Stored data entries
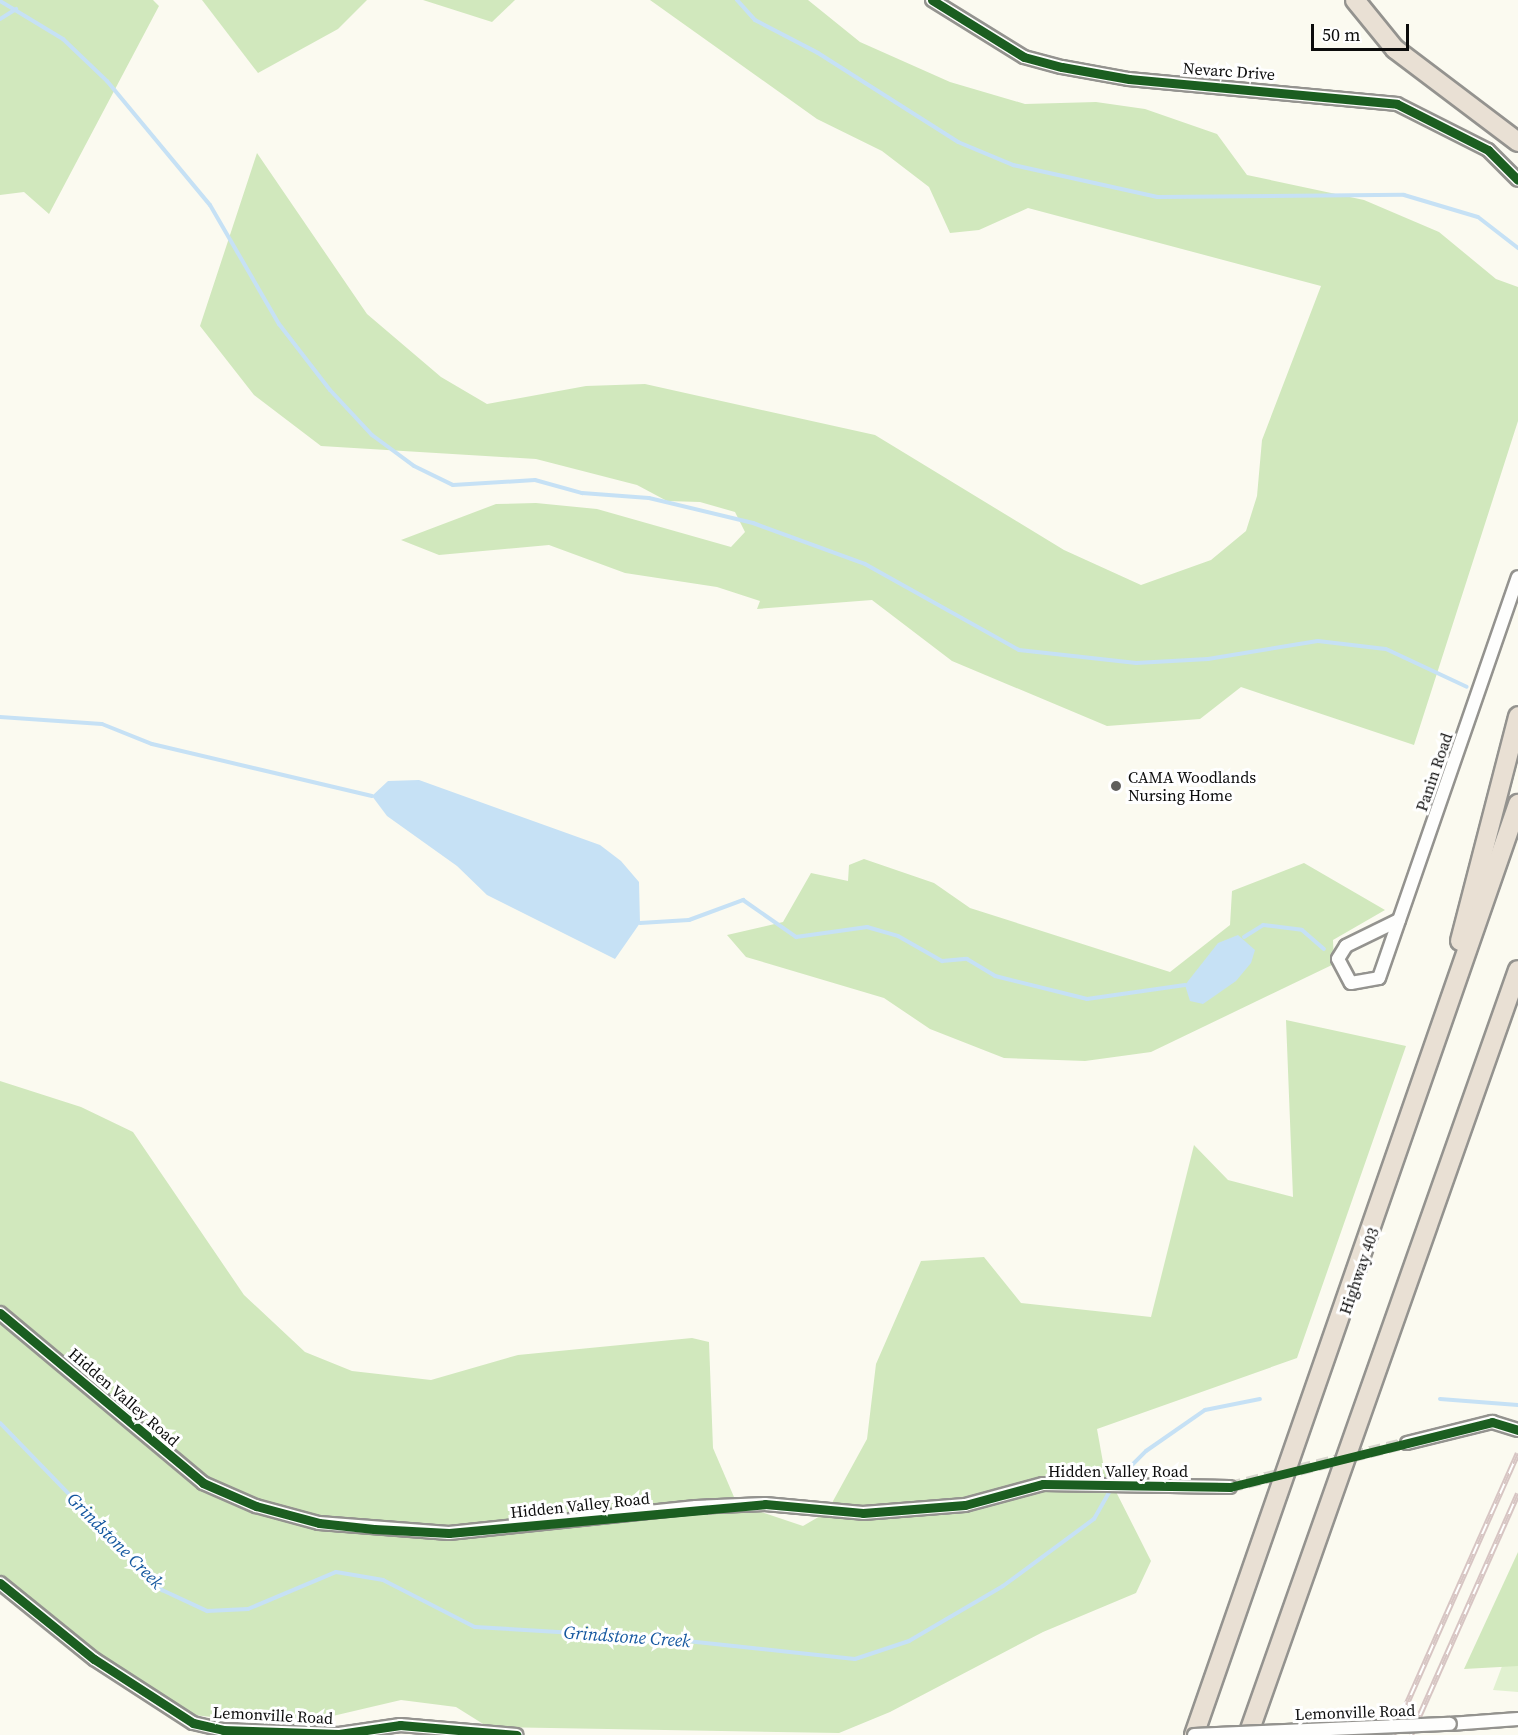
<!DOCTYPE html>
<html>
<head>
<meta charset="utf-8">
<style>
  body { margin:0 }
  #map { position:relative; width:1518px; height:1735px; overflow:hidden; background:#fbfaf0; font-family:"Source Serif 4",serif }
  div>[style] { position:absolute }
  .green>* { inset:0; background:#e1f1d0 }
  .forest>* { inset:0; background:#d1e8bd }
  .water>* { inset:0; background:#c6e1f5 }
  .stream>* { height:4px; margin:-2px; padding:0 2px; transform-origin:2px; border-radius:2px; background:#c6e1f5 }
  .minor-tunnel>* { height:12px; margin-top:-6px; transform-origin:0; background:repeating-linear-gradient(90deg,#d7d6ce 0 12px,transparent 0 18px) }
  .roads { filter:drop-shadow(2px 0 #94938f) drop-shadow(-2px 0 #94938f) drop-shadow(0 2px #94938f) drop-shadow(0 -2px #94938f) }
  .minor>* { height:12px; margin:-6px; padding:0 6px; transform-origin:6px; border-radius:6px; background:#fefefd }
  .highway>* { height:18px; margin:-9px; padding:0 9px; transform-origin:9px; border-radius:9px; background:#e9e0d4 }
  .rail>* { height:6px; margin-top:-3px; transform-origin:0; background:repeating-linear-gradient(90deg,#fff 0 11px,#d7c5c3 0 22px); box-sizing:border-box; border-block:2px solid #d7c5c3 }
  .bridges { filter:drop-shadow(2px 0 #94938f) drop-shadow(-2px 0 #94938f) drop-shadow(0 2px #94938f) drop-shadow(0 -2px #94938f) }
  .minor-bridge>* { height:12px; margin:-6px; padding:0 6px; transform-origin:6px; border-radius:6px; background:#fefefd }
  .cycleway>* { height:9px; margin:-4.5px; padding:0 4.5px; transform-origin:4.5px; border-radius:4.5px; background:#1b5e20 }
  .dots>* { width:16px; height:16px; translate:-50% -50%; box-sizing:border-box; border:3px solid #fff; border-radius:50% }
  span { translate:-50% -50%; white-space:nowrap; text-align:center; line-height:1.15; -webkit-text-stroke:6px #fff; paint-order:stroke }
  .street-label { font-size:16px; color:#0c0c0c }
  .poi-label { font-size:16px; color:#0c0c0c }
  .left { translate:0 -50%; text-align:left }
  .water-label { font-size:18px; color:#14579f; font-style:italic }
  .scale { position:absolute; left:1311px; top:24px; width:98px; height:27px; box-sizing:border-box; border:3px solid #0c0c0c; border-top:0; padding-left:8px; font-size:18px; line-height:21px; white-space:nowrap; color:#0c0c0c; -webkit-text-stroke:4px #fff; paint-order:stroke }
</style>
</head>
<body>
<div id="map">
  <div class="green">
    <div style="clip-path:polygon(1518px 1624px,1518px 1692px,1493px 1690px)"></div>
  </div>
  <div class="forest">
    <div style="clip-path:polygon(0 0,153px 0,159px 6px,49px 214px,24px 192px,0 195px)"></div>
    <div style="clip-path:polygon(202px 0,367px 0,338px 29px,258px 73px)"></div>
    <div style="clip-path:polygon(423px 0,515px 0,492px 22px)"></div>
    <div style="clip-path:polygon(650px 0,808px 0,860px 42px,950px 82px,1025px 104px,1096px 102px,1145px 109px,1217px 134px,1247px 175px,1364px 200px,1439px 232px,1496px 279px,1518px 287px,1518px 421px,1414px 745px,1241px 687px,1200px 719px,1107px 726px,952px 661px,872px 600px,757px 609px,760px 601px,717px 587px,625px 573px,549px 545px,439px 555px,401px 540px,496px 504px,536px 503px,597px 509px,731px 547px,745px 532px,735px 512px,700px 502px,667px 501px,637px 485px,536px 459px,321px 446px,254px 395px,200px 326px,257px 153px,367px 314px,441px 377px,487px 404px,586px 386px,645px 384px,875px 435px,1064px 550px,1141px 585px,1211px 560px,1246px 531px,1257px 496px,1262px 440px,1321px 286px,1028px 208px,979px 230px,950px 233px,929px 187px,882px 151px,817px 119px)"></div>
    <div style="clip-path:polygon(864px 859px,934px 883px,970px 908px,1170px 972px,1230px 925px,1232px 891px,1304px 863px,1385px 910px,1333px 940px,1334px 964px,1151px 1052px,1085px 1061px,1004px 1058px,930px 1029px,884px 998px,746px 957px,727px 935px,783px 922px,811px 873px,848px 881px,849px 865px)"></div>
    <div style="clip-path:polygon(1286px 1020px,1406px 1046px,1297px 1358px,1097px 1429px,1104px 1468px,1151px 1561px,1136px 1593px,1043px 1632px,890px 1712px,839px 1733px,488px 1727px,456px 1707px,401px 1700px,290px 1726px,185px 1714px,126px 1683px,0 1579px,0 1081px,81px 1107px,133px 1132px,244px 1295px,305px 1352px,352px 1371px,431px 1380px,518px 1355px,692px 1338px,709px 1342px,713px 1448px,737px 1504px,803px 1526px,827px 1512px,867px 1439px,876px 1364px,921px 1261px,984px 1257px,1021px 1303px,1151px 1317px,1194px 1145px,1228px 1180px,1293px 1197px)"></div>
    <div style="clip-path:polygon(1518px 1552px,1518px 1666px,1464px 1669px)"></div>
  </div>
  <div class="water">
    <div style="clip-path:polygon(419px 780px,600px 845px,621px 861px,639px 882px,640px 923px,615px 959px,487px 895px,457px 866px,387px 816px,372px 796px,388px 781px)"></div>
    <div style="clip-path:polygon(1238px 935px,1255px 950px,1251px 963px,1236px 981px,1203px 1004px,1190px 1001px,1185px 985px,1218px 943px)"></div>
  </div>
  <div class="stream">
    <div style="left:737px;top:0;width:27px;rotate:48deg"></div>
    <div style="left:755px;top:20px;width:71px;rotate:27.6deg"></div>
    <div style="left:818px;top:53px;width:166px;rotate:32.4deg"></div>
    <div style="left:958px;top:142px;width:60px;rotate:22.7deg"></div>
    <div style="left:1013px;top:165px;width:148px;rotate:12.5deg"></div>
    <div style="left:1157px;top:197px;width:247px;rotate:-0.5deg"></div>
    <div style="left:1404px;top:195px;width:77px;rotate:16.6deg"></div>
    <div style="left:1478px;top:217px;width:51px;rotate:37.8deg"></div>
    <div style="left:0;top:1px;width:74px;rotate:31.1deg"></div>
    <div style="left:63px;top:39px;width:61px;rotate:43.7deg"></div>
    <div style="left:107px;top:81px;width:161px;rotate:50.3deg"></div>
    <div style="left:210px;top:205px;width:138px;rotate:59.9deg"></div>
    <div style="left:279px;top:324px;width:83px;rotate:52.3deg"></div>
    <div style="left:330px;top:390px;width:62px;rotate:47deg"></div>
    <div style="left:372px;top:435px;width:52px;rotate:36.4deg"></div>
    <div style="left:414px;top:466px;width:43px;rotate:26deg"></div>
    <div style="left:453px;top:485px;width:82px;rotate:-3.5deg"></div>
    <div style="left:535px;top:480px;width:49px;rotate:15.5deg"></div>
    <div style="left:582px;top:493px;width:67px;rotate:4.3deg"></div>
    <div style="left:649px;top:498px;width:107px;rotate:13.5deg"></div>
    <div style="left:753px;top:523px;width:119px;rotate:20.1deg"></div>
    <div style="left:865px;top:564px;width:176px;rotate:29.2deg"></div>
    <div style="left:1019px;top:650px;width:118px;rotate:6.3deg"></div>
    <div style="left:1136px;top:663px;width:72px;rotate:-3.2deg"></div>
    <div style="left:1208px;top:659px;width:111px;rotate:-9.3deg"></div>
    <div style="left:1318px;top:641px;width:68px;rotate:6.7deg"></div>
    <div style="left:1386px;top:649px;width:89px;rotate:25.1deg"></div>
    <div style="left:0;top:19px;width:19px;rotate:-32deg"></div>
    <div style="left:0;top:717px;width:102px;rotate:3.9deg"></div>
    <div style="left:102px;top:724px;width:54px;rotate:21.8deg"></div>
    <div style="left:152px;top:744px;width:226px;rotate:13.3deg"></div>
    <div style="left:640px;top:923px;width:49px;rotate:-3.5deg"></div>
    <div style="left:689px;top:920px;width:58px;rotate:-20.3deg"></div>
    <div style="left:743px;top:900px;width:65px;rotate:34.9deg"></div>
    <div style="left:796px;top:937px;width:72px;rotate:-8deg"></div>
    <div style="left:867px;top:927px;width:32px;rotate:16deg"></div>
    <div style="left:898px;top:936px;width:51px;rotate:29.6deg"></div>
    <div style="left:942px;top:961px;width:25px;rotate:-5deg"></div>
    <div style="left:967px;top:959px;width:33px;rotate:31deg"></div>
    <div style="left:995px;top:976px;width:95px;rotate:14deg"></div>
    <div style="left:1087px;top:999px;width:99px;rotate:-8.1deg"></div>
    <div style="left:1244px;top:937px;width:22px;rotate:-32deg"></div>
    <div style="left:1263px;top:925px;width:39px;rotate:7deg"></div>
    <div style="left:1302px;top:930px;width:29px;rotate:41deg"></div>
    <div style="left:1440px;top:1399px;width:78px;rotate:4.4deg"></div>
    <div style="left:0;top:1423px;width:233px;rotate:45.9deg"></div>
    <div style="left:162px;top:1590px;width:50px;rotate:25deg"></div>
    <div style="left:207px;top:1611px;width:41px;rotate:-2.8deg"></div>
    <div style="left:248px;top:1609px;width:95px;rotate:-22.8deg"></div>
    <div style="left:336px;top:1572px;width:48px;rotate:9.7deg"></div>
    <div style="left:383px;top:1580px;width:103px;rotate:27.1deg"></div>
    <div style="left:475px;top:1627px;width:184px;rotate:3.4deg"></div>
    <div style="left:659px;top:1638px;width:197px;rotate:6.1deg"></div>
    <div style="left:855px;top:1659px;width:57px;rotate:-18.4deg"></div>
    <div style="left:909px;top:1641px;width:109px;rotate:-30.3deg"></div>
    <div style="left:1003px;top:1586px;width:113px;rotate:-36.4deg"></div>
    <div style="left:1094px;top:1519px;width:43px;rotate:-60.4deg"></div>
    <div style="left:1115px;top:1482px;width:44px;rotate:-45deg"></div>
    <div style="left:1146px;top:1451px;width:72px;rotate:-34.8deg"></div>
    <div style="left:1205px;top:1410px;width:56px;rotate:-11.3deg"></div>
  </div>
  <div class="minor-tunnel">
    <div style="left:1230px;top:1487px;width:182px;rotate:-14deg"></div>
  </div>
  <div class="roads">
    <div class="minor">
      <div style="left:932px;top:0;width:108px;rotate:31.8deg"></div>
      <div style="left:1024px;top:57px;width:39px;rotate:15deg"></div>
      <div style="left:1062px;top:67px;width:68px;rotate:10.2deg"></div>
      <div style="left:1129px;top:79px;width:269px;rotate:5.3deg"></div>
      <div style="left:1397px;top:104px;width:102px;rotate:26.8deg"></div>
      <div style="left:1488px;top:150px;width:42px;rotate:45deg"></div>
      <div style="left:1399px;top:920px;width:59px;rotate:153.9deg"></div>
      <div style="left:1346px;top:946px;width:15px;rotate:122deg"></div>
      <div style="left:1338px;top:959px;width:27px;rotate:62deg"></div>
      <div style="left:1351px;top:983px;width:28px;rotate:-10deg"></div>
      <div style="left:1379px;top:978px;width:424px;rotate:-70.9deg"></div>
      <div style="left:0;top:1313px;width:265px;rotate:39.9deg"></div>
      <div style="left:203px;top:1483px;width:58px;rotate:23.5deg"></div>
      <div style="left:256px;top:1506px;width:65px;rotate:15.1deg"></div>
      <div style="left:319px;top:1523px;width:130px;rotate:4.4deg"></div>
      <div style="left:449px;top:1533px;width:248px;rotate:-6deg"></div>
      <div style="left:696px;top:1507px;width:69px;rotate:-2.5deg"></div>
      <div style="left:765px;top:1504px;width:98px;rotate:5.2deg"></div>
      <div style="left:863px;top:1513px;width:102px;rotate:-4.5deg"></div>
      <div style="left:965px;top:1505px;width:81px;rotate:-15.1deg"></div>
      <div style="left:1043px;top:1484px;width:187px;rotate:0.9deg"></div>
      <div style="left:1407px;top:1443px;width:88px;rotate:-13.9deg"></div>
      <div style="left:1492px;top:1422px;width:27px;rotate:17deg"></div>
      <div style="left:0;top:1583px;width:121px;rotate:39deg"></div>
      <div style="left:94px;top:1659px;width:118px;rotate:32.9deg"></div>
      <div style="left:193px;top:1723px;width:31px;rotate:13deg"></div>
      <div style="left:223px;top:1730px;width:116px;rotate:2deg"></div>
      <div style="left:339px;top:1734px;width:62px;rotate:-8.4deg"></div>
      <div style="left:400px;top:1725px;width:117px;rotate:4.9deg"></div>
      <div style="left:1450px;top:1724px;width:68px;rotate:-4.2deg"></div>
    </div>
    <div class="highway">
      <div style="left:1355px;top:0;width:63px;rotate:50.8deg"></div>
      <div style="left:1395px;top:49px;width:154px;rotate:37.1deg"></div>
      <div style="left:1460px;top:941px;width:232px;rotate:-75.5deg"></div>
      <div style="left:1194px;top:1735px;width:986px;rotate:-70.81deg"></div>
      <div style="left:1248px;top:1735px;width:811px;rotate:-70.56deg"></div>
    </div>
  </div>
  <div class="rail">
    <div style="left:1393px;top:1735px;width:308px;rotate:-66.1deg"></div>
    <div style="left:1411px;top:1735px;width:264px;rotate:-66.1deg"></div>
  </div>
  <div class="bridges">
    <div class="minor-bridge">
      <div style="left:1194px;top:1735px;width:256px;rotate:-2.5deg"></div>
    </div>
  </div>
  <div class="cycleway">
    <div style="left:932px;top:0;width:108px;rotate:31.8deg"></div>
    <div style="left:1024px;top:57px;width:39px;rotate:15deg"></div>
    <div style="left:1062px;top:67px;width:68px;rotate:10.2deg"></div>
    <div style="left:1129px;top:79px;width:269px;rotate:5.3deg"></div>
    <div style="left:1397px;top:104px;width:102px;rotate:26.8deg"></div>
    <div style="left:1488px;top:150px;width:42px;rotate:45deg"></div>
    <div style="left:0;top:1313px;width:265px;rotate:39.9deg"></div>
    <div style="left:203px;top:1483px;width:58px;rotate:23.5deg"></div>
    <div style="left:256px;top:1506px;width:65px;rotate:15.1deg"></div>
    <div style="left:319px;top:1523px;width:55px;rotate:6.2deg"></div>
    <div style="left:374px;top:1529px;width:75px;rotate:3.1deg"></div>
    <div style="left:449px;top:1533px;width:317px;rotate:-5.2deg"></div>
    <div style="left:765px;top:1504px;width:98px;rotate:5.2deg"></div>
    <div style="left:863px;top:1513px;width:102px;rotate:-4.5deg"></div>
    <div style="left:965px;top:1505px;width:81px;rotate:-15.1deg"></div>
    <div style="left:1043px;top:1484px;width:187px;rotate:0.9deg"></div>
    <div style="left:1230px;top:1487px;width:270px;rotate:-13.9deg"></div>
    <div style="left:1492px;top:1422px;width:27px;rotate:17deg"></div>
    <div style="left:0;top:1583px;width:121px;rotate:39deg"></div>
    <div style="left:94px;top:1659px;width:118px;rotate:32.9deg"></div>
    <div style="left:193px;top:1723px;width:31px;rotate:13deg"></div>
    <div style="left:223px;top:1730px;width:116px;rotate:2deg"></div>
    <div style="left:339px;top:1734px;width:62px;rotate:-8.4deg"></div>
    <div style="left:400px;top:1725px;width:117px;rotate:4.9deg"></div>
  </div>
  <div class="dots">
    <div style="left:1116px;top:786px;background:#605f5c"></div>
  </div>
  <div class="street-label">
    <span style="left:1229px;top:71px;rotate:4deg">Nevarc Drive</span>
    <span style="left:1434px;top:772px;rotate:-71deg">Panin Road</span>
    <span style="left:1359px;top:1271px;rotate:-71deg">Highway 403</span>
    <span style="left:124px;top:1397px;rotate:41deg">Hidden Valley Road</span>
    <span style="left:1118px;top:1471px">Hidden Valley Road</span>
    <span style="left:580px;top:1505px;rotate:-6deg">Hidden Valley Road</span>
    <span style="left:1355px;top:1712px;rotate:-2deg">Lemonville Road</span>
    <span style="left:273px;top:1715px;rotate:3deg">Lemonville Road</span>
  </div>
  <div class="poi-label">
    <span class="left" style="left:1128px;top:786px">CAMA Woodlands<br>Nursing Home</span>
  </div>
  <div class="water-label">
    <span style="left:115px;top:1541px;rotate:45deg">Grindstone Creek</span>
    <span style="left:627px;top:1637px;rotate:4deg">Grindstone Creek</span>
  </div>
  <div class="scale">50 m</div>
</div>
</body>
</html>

About this exercise:
Give only a number, namely how many lines in the entries above hold the word "stream".

Answer to the problem:
2